*** Exercise material ***

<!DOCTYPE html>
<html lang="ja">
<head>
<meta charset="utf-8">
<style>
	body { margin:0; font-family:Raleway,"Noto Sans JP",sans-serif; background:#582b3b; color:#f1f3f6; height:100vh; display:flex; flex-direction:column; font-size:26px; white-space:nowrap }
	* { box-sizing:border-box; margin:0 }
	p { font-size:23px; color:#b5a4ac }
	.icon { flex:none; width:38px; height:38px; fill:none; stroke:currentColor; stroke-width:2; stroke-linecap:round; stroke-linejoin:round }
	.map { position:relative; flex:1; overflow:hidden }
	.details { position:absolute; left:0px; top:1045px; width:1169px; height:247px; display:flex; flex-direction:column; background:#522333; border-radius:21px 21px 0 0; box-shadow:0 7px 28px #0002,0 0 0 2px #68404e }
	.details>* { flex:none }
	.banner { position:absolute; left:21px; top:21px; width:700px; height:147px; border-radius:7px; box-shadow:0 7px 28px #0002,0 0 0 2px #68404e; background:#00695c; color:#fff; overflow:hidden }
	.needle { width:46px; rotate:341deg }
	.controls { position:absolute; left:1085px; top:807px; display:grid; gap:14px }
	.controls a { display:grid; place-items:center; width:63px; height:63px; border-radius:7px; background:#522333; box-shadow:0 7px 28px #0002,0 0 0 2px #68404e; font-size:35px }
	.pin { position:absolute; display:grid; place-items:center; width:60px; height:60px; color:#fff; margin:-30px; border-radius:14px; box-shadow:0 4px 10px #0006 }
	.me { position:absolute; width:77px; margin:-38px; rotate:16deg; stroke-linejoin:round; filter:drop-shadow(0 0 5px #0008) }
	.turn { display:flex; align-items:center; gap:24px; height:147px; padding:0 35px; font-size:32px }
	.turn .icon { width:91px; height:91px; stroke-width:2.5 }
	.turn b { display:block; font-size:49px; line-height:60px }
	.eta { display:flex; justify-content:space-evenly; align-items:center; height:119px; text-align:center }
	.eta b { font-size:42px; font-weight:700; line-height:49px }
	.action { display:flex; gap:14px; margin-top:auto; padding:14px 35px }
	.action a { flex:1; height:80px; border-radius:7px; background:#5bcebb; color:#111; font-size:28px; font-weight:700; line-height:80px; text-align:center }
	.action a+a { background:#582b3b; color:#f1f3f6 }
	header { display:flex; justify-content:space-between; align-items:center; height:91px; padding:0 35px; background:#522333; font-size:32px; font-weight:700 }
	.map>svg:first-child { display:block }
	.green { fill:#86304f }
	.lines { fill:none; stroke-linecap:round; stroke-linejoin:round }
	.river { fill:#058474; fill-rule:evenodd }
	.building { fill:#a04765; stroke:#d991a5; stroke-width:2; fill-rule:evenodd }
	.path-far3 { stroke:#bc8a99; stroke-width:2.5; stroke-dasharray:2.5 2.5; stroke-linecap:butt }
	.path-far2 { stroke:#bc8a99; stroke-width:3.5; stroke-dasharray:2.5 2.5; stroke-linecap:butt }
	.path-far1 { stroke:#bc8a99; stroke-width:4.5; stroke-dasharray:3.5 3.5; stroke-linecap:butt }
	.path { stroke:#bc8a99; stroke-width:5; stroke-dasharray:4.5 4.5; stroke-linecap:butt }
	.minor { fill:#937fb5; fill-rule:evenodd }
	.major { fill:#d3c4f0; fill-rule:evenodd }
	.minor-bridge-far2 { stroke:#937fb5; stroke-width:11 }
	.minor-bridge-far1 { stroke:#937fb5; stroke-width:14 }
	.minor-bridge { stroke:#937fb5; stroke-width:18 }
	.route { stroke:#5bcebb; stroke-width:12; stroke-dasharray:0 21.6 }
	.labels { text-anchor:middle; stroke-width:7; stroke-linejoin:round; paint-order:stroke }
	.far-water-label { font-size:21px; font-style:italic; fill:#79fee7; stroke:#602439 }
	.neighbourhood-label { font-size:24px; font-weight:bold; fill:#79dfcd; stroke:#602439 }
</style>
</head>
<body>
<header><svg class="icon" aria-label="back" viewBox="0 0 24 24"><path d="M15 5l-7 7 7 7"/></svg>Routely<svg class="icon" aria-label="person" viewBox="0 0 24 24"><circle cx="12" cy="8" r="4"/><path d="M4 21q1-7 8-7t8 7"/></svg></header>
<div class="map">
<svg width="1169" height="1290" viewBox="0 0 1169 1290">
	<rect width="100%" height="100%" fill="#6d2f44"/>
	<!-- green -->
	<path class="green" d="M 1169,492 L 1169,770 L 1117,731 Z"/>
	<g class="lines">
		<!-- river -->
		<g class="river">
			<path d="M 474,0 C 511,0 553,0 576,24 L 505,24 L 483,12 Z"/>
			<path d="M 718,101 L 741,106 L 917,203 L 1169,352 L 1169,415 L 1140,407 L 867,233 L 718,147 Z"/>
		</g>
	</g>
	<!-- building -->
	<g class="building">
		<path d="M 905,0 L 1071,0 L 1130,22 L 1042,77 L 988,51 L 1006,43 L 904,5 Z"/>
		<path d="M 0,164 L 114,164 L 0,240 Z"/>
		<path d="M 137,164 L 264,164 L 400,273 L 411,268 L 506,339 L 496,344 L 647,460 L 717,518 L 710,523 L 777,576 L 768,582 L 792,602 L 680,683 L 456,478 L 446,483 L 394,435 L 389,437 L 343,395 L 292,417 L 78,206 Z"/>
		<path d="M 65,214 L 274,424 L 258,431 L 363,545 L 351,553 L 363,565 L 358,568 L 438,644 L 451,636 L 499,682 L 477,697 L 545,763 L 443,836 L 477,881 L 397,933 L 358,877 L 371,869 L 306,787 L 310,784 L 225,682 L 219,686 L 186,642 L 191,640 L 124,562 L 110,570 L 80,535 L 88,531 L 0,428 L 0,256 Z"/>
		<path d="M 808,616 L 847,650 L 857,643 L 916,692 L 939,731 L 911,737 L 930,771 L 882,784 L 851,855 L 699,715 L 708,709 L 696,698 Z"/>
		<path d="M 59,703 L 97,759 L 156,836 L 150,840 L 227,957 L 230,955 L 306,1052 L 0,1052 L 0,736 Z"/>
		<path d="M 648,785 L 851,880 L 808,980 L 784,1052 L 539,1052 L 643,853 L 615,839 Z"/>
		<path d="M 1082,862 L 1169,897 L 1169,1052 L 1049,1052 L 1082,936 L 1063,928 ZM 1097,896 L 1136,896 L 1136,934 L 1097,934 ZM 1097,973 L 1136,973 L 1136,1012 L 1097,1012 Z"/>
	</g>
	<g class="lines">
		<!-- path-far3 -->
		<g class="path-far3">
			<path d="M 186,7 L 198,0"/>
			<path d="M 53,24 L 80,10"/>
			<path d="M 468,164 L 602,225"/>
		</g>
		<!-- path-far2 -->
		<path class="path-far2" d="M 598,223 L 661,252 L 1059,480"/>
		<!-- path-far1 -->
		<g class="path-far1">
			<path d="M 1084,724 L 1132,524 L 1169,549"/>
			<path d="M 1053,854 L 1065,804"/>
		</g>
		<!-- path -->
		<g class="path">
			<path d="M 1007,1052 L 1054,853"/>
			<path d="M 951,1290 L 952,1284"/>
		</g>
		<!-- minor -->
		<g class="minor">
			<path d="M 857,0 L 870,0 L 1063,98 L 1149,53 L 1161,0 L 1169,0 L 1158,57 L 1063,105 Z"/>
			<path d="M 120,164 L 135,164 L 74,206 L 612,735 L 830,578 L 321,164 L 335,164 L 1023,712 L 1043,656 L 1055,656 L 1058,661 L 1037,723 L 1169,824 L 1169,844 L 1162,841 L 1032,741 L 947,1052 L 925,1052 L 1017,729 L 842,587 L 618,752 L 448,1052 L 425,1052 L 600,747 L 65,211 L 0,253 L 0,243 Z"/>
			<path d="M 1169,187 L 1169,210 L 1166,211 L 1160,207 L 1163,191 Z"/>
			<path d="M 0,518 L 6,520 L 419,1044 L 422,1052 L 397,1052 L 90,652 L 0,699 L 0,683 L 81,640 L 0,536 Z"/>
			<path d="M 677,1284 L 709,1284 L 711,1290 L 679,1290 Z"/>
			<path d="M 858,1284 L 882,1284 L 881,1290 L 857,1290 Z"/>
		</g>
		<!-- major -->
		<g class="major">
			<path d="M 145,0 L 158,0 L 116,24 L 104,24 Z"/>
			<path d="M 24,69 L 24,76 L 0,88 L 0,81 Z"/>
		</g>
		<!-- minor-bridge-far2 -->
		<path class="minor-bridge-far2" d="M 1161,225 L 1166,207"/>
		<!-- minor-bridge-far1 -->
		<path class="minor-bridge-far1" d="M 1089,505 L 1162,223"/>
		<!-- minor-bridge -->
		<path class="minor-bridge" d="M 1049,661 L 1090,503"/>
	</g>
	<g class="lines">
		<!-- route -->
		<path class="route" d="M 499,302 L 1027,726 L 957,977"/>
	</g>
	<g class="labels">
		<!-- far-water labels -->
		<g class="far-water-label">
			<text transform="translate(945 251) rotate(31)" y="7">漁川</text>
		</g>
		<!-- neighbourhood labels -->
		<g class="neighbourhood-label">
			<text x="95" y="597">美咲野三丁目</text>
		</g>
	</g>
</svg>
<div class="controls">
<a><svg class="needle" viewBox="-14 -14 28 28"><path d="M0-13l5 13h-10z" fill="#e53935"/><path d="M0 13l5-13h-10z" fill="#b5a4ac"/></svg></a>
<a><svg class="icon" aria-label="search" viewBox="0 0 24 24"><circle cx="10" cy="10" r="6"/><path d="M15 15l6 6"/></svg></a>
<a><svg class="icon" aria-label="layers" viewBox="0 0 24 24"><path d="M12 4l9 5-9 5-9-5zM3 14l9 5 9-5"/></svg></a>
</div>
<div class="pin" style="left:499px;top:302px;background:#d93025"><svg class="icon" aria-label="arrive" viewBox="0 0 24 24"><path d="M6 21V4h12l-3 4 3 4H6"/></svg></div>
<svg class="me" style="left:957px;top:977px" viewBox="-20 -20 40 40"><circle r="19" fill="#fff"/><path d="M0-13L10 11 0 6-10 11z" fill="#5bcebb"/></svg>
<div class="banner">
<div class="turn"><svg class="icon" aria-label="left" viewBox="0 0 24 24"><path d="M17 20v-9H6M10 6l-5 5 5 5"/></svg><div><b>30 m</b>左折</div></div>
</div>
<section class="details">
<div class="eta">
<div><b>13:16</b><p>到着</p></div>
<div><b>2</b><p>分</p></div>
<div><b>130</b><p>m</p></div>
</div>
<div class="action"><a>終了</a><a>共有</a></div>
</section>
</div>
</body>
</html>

***

**Your objective**
Count the lines in the data where "controls" occurs. Report the number only.

**Written response**
3